September 6th, 2012 at 2:23 PM
My child and I now live in a damp 23 year old touring caravan after my application to the Royal Courts of Justice for financial relief from my ex husband was dismissed. My ex, who the Child Support Agency managed to extract only £5 a week in child maintenance for our son, has £40,000 in one bank account alone, property overseas, and pays £1,600 a month to rent a house for himself and his new wife and 2 children in Cambridgeshire, while stating to the Royal Courts that he and his wife are both unemployed and have no money, yet he doesn’t claim housing benefit ? The ‘learned’ judge decreed that as Mr Davis obviously had no money, no assets and no job, he had no choice but to dismiss my case. We don’t even have enough money to pay a deposit and first month’s rent for a one bedroomed flat in Glasgow at £550 a month, never mind what we could get for £1,600 a month ! (a mansion). The British Justice system has denied my son a roof over his head, shoes and a winter coat, and I am terrified of what we will do to keep warm this winter. Stop sending money overseas until ALL the children in the UK have a roof over their heads !!! And give the CSA more powers to investigate deadbeat Dads ! NB: My son has just apologised to me for doing a poo in a bucket for me to empty…where is the justice, where is the help we so desperately need ???
September 7th, 2012 at 12:49 PM
@ Richie – so you don’t pay car tax, fuel tax, insurance tax, VAT? The average person on average earnings, assuming they have a car and home, now pays more than 50% of their income out in taxes of one kind or another.
@Melissa, my wife bought my daughters shoes at the weekend, from TK Max, I’m wearing a 40 year old jacket today, from Oxfam, and I’ve already told my oldest daughter we can’t afford the priciest school trips this year; but I would never for one second suggest we lived in ‘poverty’. NO ONE in this country lives in poverty. No one at all. Save the children’s campaign is hysterical garbage.

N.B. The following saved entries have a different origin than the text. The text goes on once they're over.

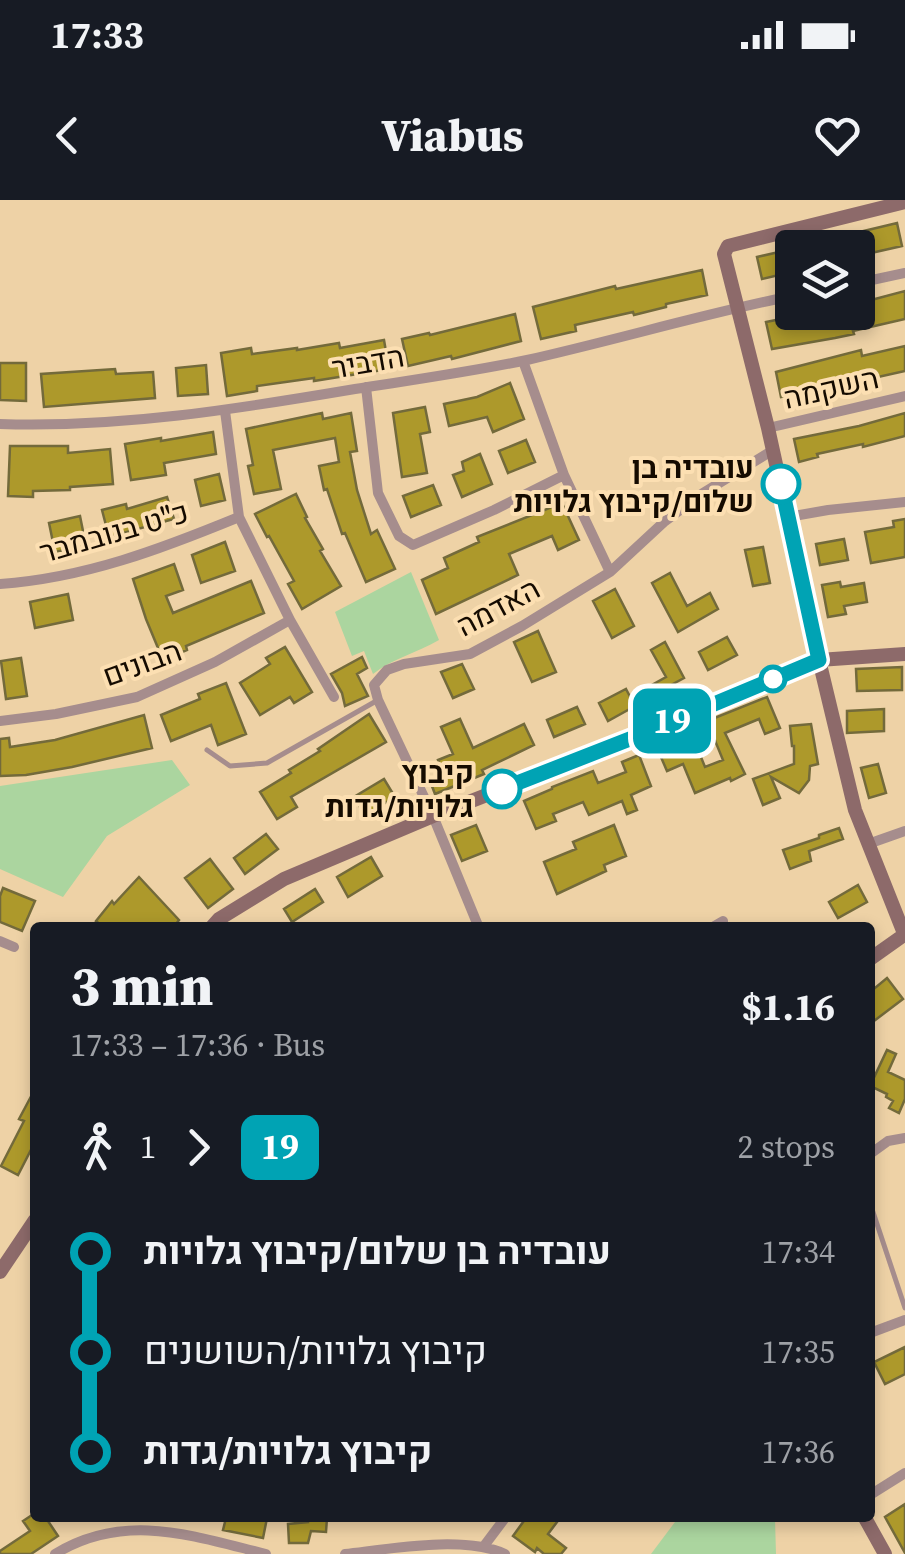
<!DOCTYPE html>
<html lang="en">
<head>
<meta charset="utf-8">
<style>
	:root { --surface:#171b24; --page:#242831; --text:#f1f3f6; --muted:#9ea1a6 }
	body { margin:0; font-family:"Source Serif 4",Heebo,serif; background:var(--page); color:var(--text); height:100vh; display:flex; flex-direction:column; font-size:38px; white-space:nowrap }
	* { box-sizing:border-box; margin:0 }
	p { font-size:32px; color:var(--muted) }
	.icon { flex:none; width:55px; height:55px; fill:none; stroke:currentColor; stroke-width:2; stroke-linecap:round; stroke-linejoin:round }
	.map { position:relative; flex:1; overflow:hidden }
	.details { position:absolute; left:30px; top:722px; width:845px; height:600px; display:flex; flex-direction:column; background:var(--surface); border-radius:10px; box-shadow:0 5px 15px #0003 }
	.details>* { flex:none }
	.badge { padding:0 20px; border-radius:15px; font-size:35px; line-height:65px }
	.fabs { position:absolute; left:775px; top:30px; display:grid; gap:20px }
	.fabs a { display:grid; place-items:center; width:100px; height:100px; border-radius:10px; background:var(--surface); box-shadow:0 5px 15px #0003; font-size:50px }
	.map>.badge { position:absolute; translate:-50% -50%; box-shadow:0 0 0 5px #fff }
	.legs { display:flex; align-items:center; gap:15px; height:110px; padding:0 40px; font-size:32px }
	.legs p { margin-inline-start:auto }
	.head { display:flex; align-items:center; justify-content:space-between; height:170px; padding:0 40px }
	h1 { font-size:55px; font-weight:800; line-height:75px }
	ul { padding:0 40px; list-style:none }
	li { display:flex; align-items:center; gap:35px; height:100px; font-size:38px }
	li i { display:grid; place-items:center; width:15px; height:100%; margin:0 12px; background:currentColor }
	li i::after { content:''; width:25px; height:25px; margin:-12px; border:8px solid; border-radius:50%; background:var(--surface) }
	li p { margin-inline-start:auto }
	li:first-child i { background:linear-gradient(#0000 50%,currentColor 0) }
	li:last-child i { background:linear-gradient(currentColor 50%,#0000 0) }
	.status { display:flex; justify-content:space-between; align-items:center; height:70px; padding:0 50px; background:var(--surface); direction:ltr }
	.status svg { height:28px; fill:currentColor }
	header { display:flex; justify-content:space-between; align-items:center; height:130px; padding:0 40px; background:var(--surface); font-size:45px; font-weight:800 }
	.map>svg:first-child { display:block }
	.green { fill:#abd59f }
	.building { fill:#ad992b; stroke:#736a3b; stroke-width:2.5 }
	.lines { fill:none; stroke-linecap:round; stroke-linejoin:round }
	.lane { stroke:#a68d8d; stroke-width:5 }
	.street { stroke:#a68d8d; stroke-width:10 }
	.secondary { stroke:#8d6a6a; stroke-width:14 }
	.line-1-casing { stroke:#fff; stroke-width:22 }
	.line-1 { stroke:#00a3b4; stroke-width:15 }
	.stop-1-dot { fill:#fff; stroke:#00a3b4; stroke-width:5 }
	.labels { text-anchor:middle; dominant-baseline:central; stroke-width:8; stroke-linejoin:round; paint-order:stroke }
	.street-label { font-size:30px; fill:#150b00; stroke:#fcdfb2 }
	.stop-label { font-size:30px; font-weight:bold; fill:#150b00; stroke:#fcdfb2; text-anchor:end }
</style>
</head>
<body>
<div class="status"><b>17:33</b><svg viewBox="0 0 49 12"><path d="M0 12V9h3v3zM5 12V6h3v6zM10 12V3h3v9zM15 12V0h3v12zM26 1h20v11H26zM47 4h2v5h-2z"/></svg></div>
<header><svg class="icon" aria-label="back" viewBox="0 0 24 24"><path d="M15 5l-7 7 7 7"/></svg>Viabus<svg class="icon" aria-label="heart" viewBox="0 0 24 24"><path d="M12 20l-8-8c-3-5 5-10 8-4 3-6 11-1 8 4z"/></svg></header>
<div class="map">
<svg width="905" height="1354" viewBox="0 0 905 1354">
	<rect width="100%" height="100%" fill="#eed2a6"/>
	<path class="green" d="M411 372 439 440C417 453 393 458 373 474L364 451 352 456 335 412Z
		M172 560 190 585 107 636 63 697 0 669V586Z
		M678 1318H775L776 1354H651Z"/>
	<path class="building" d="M897 23 902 46 858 56V48H850L847 35Z
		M792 49V72L762 79 757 57Z
		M702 70 707 95 666 104V107L634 115 633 112 575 125 576 131 541 139 533 107 615 86 616 89Z
		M905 91V119L853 131 854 134 835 138 772 149 766 122 816 112H862L860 103Z
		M515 114 521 141 452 159 451 156 408 166 402 139 429 133 430 135Z
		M384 140 389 169 314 181V178L257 186V191L227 196 221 153 251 148 252 154 297 148V150L339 143 340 148Z
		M905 146V171L878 177 877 173 834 183 835 186 781 197 776 172 861 150 862 156Z
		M0 163H26V201L0 200Z
		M206 165 208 194 178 196 176 168Z
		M115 169 116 174 153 172 155 198 44 207 41 174Z
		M510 183 524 219 493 232 487 217 449 226 444 204 477 197Z
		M425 207 430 232 420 234 427 273 402 277 393 213Z
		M322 213 323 219 351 213 357 251 350 252 357 290 371 334 377 330 395 369 366 382 345 333 342 334 327 289 324 290 319 266 339 262 335 238 273 250 281 289 254 294 248 266 253 265 246 229Z
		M905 213V236L863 247V244L817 254 818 257 799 262 794 239 859 226Z
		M213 232 216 254 164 263 166 275 131 280 125 244 161 238V241Z
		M526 240 535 262 508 273 499 251Z
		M10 246H68V253L110 249 113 284 70 287V290L33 291V297L8 296Z
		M480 254 492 284 462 297 453 275 464 271 462 262Z
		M219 274 225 300 201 306 195 280Z
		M433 285 441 305 411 317 403 296Z
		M296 294 307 317 305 318 323 349 320 351 341 386 302 409 288 384 294 381 269 336 267 337 255 314Z
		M167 297 174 319 109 337 102 310 126 304 127 309Z
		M562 303 579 340 558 350 552 336 509 354 518 375 436 414 422 380 448 368 444 358 479 342 477 337Z
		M80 316 86 346 55 352 49 323Z
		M905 319V357L871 363 865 332 894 327 893 321Z
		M844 339 848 360 820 365 816 344Z
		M225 342 235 371 201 383 192 355Z
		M763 347 770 383 753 386 745 350Z
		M174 364 183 390 166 396 173 413 251 381 264 413 186 446 187 450 163 460 146 419 133 379Z
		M670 373 687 406 710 393 718 409 678 432 652 383Z
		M840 382 841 387 864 383 867 402 844 406 846 414 828 417 822 385Z
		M615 389 634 426 612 438 593 401Z
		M68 394 73 420 35 428 30 402Z
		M538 431 556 472 532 482 514 442Z
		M727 437 737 455 708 470 699 452Z
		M665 442 684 478 654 494 650 486 666 477 651 450Z
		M285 447 312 492 294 503 290 497 260 515 240 483 270 464 266 458Z
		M362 457 367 468 357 474 368 496 345 506 342 493 331 474Z
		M21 458 27 496 6 499 1 461Z
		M462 464 474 489 453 498 441 472Z
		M902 467V490L857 491 856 469Z
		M226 483 246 534 218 545 211 525 171 541 161 515 200 499 198 494Z
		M626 489 635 506 608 521 599 503Z
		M767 497 780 528 765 534 759 519 725 533 745 574 731 581 730 578 695 593 683 564 667 571 657 548 676 540 674 537 690 530 705 567 723 560 707 521Z
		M577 507 585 524 554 537 547 520Z
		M884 509V531L847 533V511Z
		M369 514 386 542 291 597 297 607 277 619 260 592 291 573 289 570 320 551 318 549Z
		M144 515 152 548 72 567 26 575 0 576V539L9 538 10 547 55 540Z
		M460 519 473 548 524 524 534 545 482 570 484 574 435 594 430 581 444 574 438 560 453 554 441 527Z
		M811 524 818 564 810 566 809 580 799 593 771 577 780 598 763 605 753 579 794 564V546H792L790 526Z
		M639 555 651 586 631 595 637 610 627 614 622 601 589 615 583 602 553 614 556 621 536 629 524 601 552 589V587L593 571 598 583 626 572 622 562Z
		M878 564 886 593 869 598 861 568Z
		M384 579 395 597 365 615 354 597Z
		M476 625 487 651 462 661 451 635Z
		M614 625 626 656 604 665 606 671 557 694 544 662 576 649 573 642Z
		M839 628 843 639 809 651 811 661 790 669 783 650 819 638V635Z
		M266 634 278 649 245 674 234 658Z
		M371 657 382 676 348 697 337 677Z
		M210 659 233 689 208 708 185 678Z
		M139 677 179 720 173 728H104L96 721 112 701 114 704Z
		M858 685 867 702 838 718 829 702Z
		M3 688 35 701 22 731 0 722V696Z
		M315 689 323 702 292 722 284 709Z
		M887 778 903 799 870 824V792Z
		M887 850 896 854 888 872 905 880V899L899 913 889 908 893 901 886 897 887 894 870 886Z
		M35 889V942L18 975 1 966 24 921 19 919Z
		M905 1147V1174L885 1184 874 1162Z
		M905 1304V1353L885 1317Z
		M35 1313V1318H46L58 1336 31 1354H0V1351L30 1331 23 1321Z
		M226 1318H267L263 1338 223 1330Z
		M308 1318H327L326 1332 311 1331 308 1343H289L288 1324 308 1322Z
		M526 1318H560L548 1334 566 1348 561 1354H544L537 1348 535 1352 513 1336Z"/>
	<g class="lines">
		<path class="lane" d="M207 550 230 566 267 563 378 500
			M870 1003 905 1108"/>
		<path class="street" d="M858 83 905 73
			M523 161 564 275 610 372
			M366 187 378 293 399 336 413 345 494 310 564 275
			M225 211 239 317 290 420 334 497
			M0 224C120 228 237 209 355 189 412 180 470 172 527 160 616 140 703 114 792 96
			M768 228 905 196
			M788 317 828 310 905 302
			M0 384C85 378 161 349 239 317
			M0 521 56 514 137 497 215 462 290 420
			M868 644 905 631
			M479 728 433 616 378 500 374 485 387 470 404 464 470 454 522 426 610 372 664 322 703 293 773 250
			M711 728 723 721
			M0 741 14 747
			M870 954 888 941 905 938
			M870 1133 905 1120
			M870 1295 905 1273
			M484 1346 505 1318
			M55 1354C125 1311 193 1336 266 1354
			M345 1354C389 1349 465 1335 505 1354"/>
		<path class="secondary" d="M905 2 728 46 724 54 768 228 819 460 855 610 905 736
			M211 728 219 719 284 679 433 616 640 535 819 460 905 454
			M870 759 904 735
			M0 1072 35 1020
			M865 1318 885 1354"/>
	</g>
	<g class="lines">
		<defs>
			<path id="line-1" d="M502 589 640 535 819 460 781 284"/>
		</defs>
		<use href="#line-1" class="line-1-casing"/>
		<use href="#line-1" class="line-1"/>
	</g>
	<g class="stop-1-dot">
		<circle cx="781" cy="284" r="18"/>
		<circle cx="773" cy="479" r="12"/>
		<circle cx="502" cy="589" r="18"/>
	</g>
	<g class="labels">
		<g class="street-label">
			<text transform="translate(368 162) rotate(-10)">הדביר</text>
			<text transform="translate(831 188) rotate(-13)">השקמה</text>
			<text transform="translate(114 332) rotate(-16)">כ"ט בנובמבר</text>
			<text transform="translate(498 407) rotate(-28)">האדמה</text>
			<text transform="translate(142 463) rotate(-20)">הבונים</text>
		</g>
		<g class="stop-label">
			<text x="754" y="267">עובדיה בן<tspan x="754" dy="34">שלום/קיבוץ גלויות</tspan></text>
			<text x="474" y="572">קיבוץ<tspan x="474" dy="34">גלויות/גדות</tspan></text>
		</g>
	</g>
</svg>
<div class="fabs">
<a><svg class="icon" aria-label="layers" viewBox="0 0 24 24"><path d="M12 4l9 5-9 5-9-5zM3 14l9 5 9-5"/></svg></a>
</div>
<b class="badge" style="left:672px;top:521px;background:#00a3b4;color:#fff">19</b>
<section class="details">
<div class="head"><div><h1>3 min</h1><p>17:33 – 17:36 · Bus</p></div><b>$1.16</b></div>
<div class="legs"><svg class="icon" aria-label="walk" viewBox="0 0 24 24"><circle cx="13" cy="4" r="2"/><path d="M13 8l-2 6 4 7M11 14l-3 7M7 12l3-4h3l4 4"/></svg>1<svg class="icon" aria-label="forward" viewBox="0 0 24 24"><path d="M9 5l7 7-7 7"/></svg><b class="badge" style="background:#00a3b4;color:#fff">19</b><p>2 stops</p></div>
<ul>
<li><i style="color:#00a3b4"></i><b>עובדיה בן שלום/קיבוץ גלויות</b><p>17:34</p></li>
<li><i style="color:#00a3b4"></i><span>קיבוץ גלויות/השושנים</span><p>17:35</p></li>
<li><i style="color:#00a3b4"></i><b>קיבוץ גלויות/גדות</b><p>17:36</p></li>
</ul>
</section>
</div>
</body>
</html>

September 8th, 2012 at 4:18 PM
I did voluntary work for 6 months with a housing/homeless charity in my local area. Most of the people we dealt with were long term benefit claimants and as we helped them fill out application forms for housing we had to take copies of their bank statements. I could have wept when I saw some of the sums they were in receipt of; they also had fancy phones, new clothes,cigarettes and other luxuries (sometimes drug / alcohol problems). However, one thing that was apparent was their children were often not well cared for and it was obvious many were just here for the extra money the state provided. A colleague from another EU country was astounded by the amount some claimants had to live on, and told me it would not be the case in her country. She also questioned giving council properties to young single mothers when we had working families at the bottom of the list. The poverty we saw was emotional and moral, not financial. I’m afraid my experience tells me Save the Children have got this so wrong.
For the record I was seriously ill a few years back and required nearly 2 years off work – the state gave me no financial help at all, despite the fact I have worked since 1977!